━━━ Source records ━━━
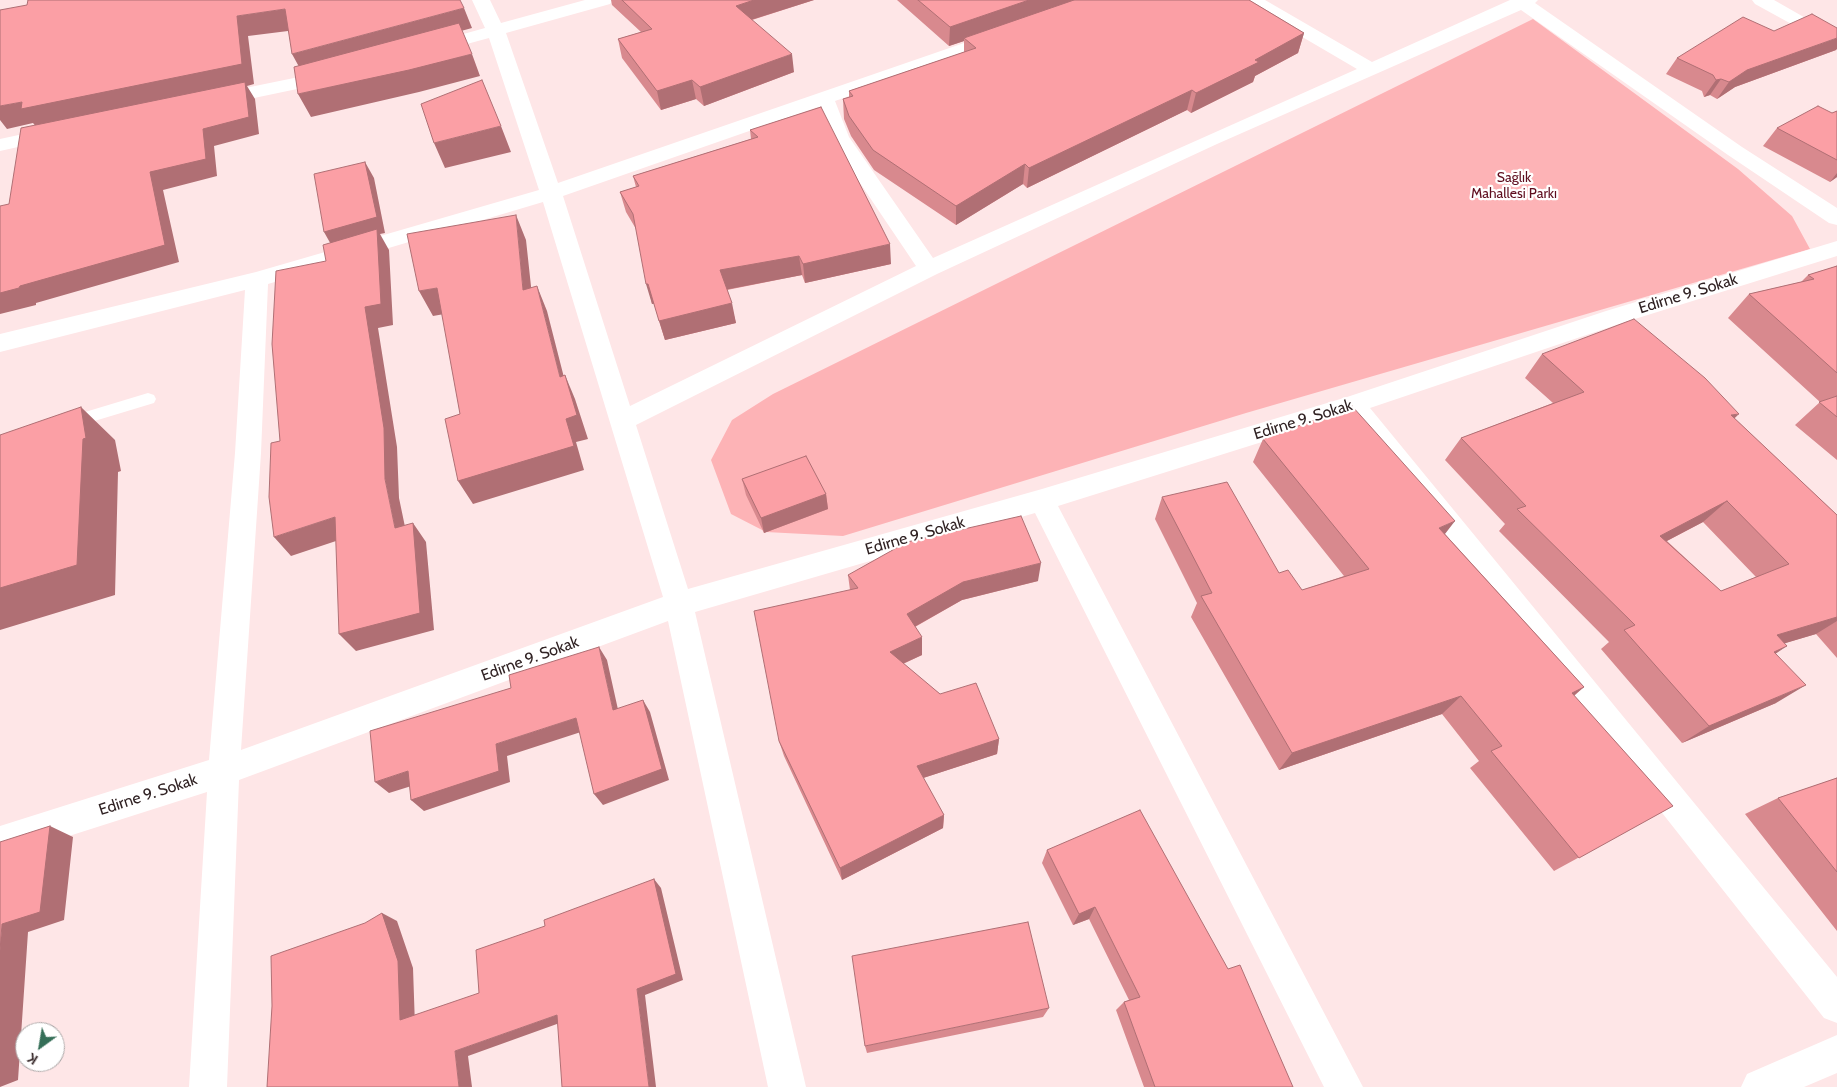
<!DOCTYPE html>
<html>
<head>
<meta charset="utf-8">
<style>
	body { margin:0 }
	#map { position:relative; width:1837px; height:1087px; overflow:hidden; background:#fee6e7; font-family:Cabin,sans-serif }
	canvas { display:block }
	.north { position:absolute; left:15px; top:1022px; width:50px; height:50px; box-sizing:border-box; background:#fff; border:1px solid #aca7a7; border-radius:50%; rotate:212deg; font-size:14px; font-weight:700; line-height:20px; text-align:center; color:#302223 }
	.north::after { content:''; display:block; margin:auto; width:18px; height:22px; background:#356f58; clip-path:polygon(50% 0,100% 100%,50% 72%,0 100%) }
</style>
</head>
<body>
<div id="map">
<canvas width="1837" height="1087"></canvas>
<div class="north">K</div>
</div>
<script>
const g = document.querySelector('canvas').getContext('2d');
g.lineJoin = 'round';
function paint(path, color) { g.fillStyle = color; g.fill(path, 'evenodd'); }
const toPath = rows => new Path2D(rows.map(r => 'M' + r).join(''));
function stroke(path, color, width, dash) { g.strokeStyle = color; g.lineWidth = width; g.lineCap = dash ? 'butt' : 'round'; g.setLineDash(dash || []); g.stroke(path); }
function write(font, color, halo, rows, align = 'center') {
  g.font = font + ' Cabin,sans-serif'; g.lineWidth = 4.5; g.setLineDash([]); g.textBaseline = 'middle'; g.strokeStyle = halo; g.fillStyle = color; for (const [text, x, y, turn = 0] of rows) {
    g.save(); g.translate(x, y); g.rotate((+turn || 0) * Math.PI / 180); g.textAlign = isNaN(turn) ? turn : align; if (halo) g.strokeText(text, 0, 0); g.fillText(text, 0, 0); g.restore();
  }
}
const green = toPath([
	[1533,19,1738,169,1792,216,1810,249,1246,413,843,536,766,532,731,514,711,460,732,420,773,394]
]);
const lane = toPath([
	[148,393,154,395,156,399,154,403,68,429,62,427,60,423,62,419,148,393]
]);
const street = toPath([
	[472,0,490,0,501,23,585,0,613,0,610,4,506,33,558,183,993,33,1005,33,1008,37,1005,41,835,101,849,137,933,258,1357,69,1246,4,1243,0,1265,0,1372,62,1510,0,1538,0,1535,3,1742,147,1837,208,1837,225,1829,223,1728,155,1521,10,1217,144,937,274,636,425,688,589,1042,489,1347,397,1606,311,1837,241,1837,256,1622,323,1370,408,1837,977,1837,1023,1824,1018,1348,415,1058,506,1363,1087,1324,1087,1035,513,695,612,806,1087,768,1087,668,621,239,780,227,1087,189,1087,207,792,0,858,0,826,209,760,235,453,245,290,0,352,0,334,256,272,539,190,489,38,430,54,424,53,421,49,424,45,485,28,472,0],
	[818,107,829,137,916,266,630,406,563,196,818,107],
	[543,202,663,597,241,750,261,453,268,284,543,202],
	[1752,0,1774,0,1837,36,1837,49,1755,4,1752,0],
	[333,70,340,72,342,76,340,80,216,106,209,104,206,100,209,96,216,94,333,70],
	[56,127,63,129,66,133,63,137,0,151,0,139,56,127]
]);
const secondary = toPath([
	[1837,1035,1837,1073,1804,1087,1741,1087,1747,1074,1837,1035]
]);
const wall = toPath([
	[611,0,814,0,752,20,794,72,704,106,696,99,661,110,622,58,618,39,641,32,612,5],
	[897,0,1249,0,1304,33,1298,53,1255,76,1253,82,1191,113,1187,110,1027,188,1023,184,956,225,874,170,851,136,844,119,843,99,849,97,849,91,964,52,964,41,949,46],
	[1774,31,1836,50,1735,87,1717,99,1710,95,1704,97,1702,91,1666,74,1677,58],
	[821,107,891,264,805,283,802,275,727,290,736,323,665,340,654,304,652,304,636,229,626,212,620,192,636,187,633,176,751,139,750,130],
	[1837,111,1837,177,1830,182,1763,146,1777,128,1832,113],
	[1837,266,1837,460,1795,425,1820,402,1728,318,1749,294,1801,282,1808,275],
	[1542,354,1734,418,1837,515,1837,658,1816,634,1785,643,1775,654,1776,703,1682,743,1601,649,1609,642,1499,531,1505,524,1445,460,1461,438,1553,403,1525,378],
	[1703,522,1756,577,1721,591,1667,541],
	[1263,439,1445,534,1584,687,1574,696,1673,806,1554,871,1470,768,1479,761,1442,714,1279,770,1191,617,1197,603,1155,519,1162,497,1279,573,1302,590,1344,576,1253,462],
	[742,479,826,494,828,509,764,533,746,495],
	[848,575,1038,581,962,600,915,627,922,655,903,664,940,694,999,739,997,754,923,778,944,815,943,828,842,880,784,756,779,741,850,590],
	[1837,778,1837,931,1745,814,1778,798],
	[1047,850,1293,1087,1144,1087,1116,1010,1124,1002,1129,1000,1089,919,1073,925,1042,863],
	[1049,1008,1043,1017,867,1053,865,1046]
]);
const shadedWall = toPath([
	[754,0,814,0,738,24,736,6],
	[1029,0,1081,0,964,38,964,41,949,46,950,27],
	[464,8,472,28,303,74,292,54],
	[285,9,296,30,248,36,254,84,247,86,255,99,259,134,214,146,217,176,163,190,179,262,36,303,36,305,0,314,0,293,38,129,33,123,7,129,0,120,0,106,22,102,237,16],
	[1304,33,1298,53,1255,76,1253,82,1191,113,1196,93,1255,60],
	[1837,38,1837,49,1836,50,1735,87,1717,99,1729,82,1747,70],
	[472,54,480,76,419,92,311,117,298,94],
	[792,54,794,72,704,106,700,87],
	[1721,79,1710,95,1704,97,1716,80],
	[692,80,696,99,661,110,657,91],
	[1192,90,1187,110,1027,188,1029,168],
	[501,126,511,152,445,168,434,143],
	[365,162,374,178,385,233,380,234,389,250,393,325,378,328,397,447,399,498,409,546,395,528,385,479,333,248,324,232],
	[1025,164,1023,184,956,225,956,206],
	[1837,173,1837,177,1830,182],
	[516,215,526,240,534,314,523,290],
	[890,244,891,264,805,283,803,264],
	[799,256,802,275,724,290,720,270],
	[646,284,648,284,654,304,652,304],
	[537,286,547,311,570,401,560,377],
	[437,288,450,313,433,316,419,291],
	[732,303,736,323,665,340,659,321],
	[565,375,575,399,588,439,576,442,584,470,473,504,458,481,566,419],
	[81,407,115,440,121,471,118,472,115,595,0,630,0,588],
	[1739,414,1716,436,1731,415],
	[826,494,828,509,764,533,761,518],
	[1727,501,1703,522,1638,556,1660,536],
	[335,517,351,536,291,556,274,537],
	[1455,521,1438,543,1439,528],
	[413,523,426,542,434,630,356,651,339,634],
	[1041,563,1038,581,962,600,907,631,907,614,963,582],
	[1837,617,1837,621,1816,634,1749,654,1777,635],
	[922,637,922,655,891,669,890,652],
	[1787,646,1759,665,1774,652],
	[599,647,607,660,621,723,613,710],
	[1806,685,1776,703,1682,743,1709,726],
	[1584,687,1561,706,1572,693],
	[1461,696,1442,714,1279,770,1292,753],
	[643,700,650,712,669,780,603,805,594,794],
	[576,718,584,731,507,756,510,782,424,811,411,800,496,744],
	[999,739,997,754,917,780,917,766],
	[408,771,421,783,389,793,375,782],
	[944,815,943,828,842,880,840,868],
	[50,826,73,837,64,920,28,932,18,1080,0,1087,0,951,2,924],
	[654,879,661,888,683,980,645,995,656,1087,649,1087,637,989],
	[1095,907,1089,919,1073,925,1079,914],
	[382,913,397,921,413,968,415,1026,400,1020],
	[557,1015,568,1020,468,1056,472,1087,459,1087,455,1051]
]);
const building = toPath([
	[28,0,460,0,464,8,292,54,285,9,237,16,242,64,21,109,22,102,0,106,0,10,27,5,28,0],
	[622,0,754,0,736,6,792,54,700,87,692,80,657,91,618,39,652,29,622,0],
	[918,0,1029,0,950,27,918,0],
	[1074,0,1249,0,1304,33,1255,60,1259,62,1196,93,1192,90,1029,168,1025,164,956,206,873,150,849,116,843,99,853,96,849,91,976,48,964,38,1074,0],
	[1812,14,1837,28,1837,38,1747,70,1729,82,1721,79,1716,80,1713,75,1677,58,1743,17,1774,31,1812,14],
	[459,23,472,54,409,70,298,94,294,67,459,23],
	[482,80,501,126,434,143,421,104,482,80],
	[245,82,249,117,203,129,206,159,150,172,165,245,20,286,19,288,0,293,0,206,9,204,21,128,245,82],
	[1818,106,1832,113,1837,111,1837,160,1777,128,1818,106],
	[821,107,890,244,803,264,799,256,720,270,732,303,659,321,648,284,646,284,633,214,620,192,639,186,633,176,758,137,750,130,821,107],
	[365,162,377,217,324,232,314,174,365,162],
	[516,215,523,290,537,286,560,377,565,375,577,415,566,419,574,446,458,481,445,419,460,414,437,288,419,291,407,234,516,215],
	[377,229,381,304,365,307,384,428,385,479,395,528,413,523,420,613,339,634,335,517,274,537,269,497,271,443,280,441,272,344,276,271,326,261,323,245,377,229],
	[1837,266,1837,373,1749,294,1814,279,1808,275,1837,266],
	[1634,319,1705,378,1739,414,1731,415,1837,515,1837,617,1777,635,1787,646,1774,652,1806,685,1709,726,1624,630,1635,625,1517,509,1526,506,1461,438,1584,392,1542,354,1634,319],
	[1727,501,1789,564,1721,591,1660,536,1727,501],
	[1837,396,1837,417,1819,402,1837,396],
	[1352,406,1455,521,1439,528,1584,687,1572,693,1673,806,1579,858,1491,751,1502,746,1461,696,1292,753,1201,596,1212,593,1162,497,1227,482,1279,573,1288,570,1302,590,1369,569,1263,439,1352,406],
	[81,407,86,438,83,439,77,565,0,588,0,435,81,407],
	[806,456,826,494,761,518,742,479,806,456],
	[1021,516,1041,563,963,582,907,614,922,637,890,652,940,694,976,683,999,739,917,766,944,815,840,868,779,741,754,611,858,588,848,575,907,542,1021,516],
	[599,647,613,710,643,700,662,769,594,794,576,718,496,744,499,771,411,800,408,771,375,782,370,731,511,688,509,675,599,647],
	[1837,778,1837,872,1778,798,1837,778],
	[1140,810,1228,969,1240,965,1293,1087,1155,1087,1124,1002,1140,997,1095,907,1079,914,1047,850,1140,810],
	[50,826,40,912,2,924,0,951,0,842,50,826],
	[654,879,676,974,637,989,649,1087,562,1087,557,1015,455,1051,459,1087,267,1087,272,1006,271,956,365,923,382,913,398,961,400,1020,479,993,476,950,545,926,544,920,654,879],
	[1028,922,1049,1008,865,1046,852,956,1028,922]
]);
const farParknames = [
	["Sağlık",1514,178],
	["Mahallesi Parkı",1514,194]
];
const streetNames = [
	["Edirne 9. Sokak",1688,294,-17],
	["Edirne 9. Sokak",1303,420,-17],
	["Edirne 9. Sokak",915,536,-16],
	["Edirne 9. Sokak",530,659,-20],
	["Edirne 9. Sokak",148,795,-18]
];
paint(green, '#fdb3b6');
paint(lane, '#fff');
paint(street, '#fff');
paint(secondary, '#fff');
paint(wall, '#d8898e');
paint(shadedWall, '#b06f74');
paint(building, '#fb9fa5');
stroke(building, '#b06f74', 1);
write('14px', '#5f0e1f', '#fff', farParknames);
write('16px', '#302223', '#fff', streetNames);
</script>
</body>
</html>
━━━
Work instruction: Only lines with the word "setLineDash" are wanted; pull each of them from the records.

Answer for the task:
function stroke(path, color, width, dash) { g.strokeStyle = color; g.lineWidth = width; g.lineCap = dash ? 'butt' : 'round'; g.setLineDash(dash || []); g.stroke(path); }
  g.font = font + ' Cabin,sans-serif'; g.lineWidth = 4.5; g.setLineDash([]); g.textBaseline = 'middle'; g.strokeStyle = halo; g.fillStyle = color; for (const [text, x, y, turn = 0] of rows) {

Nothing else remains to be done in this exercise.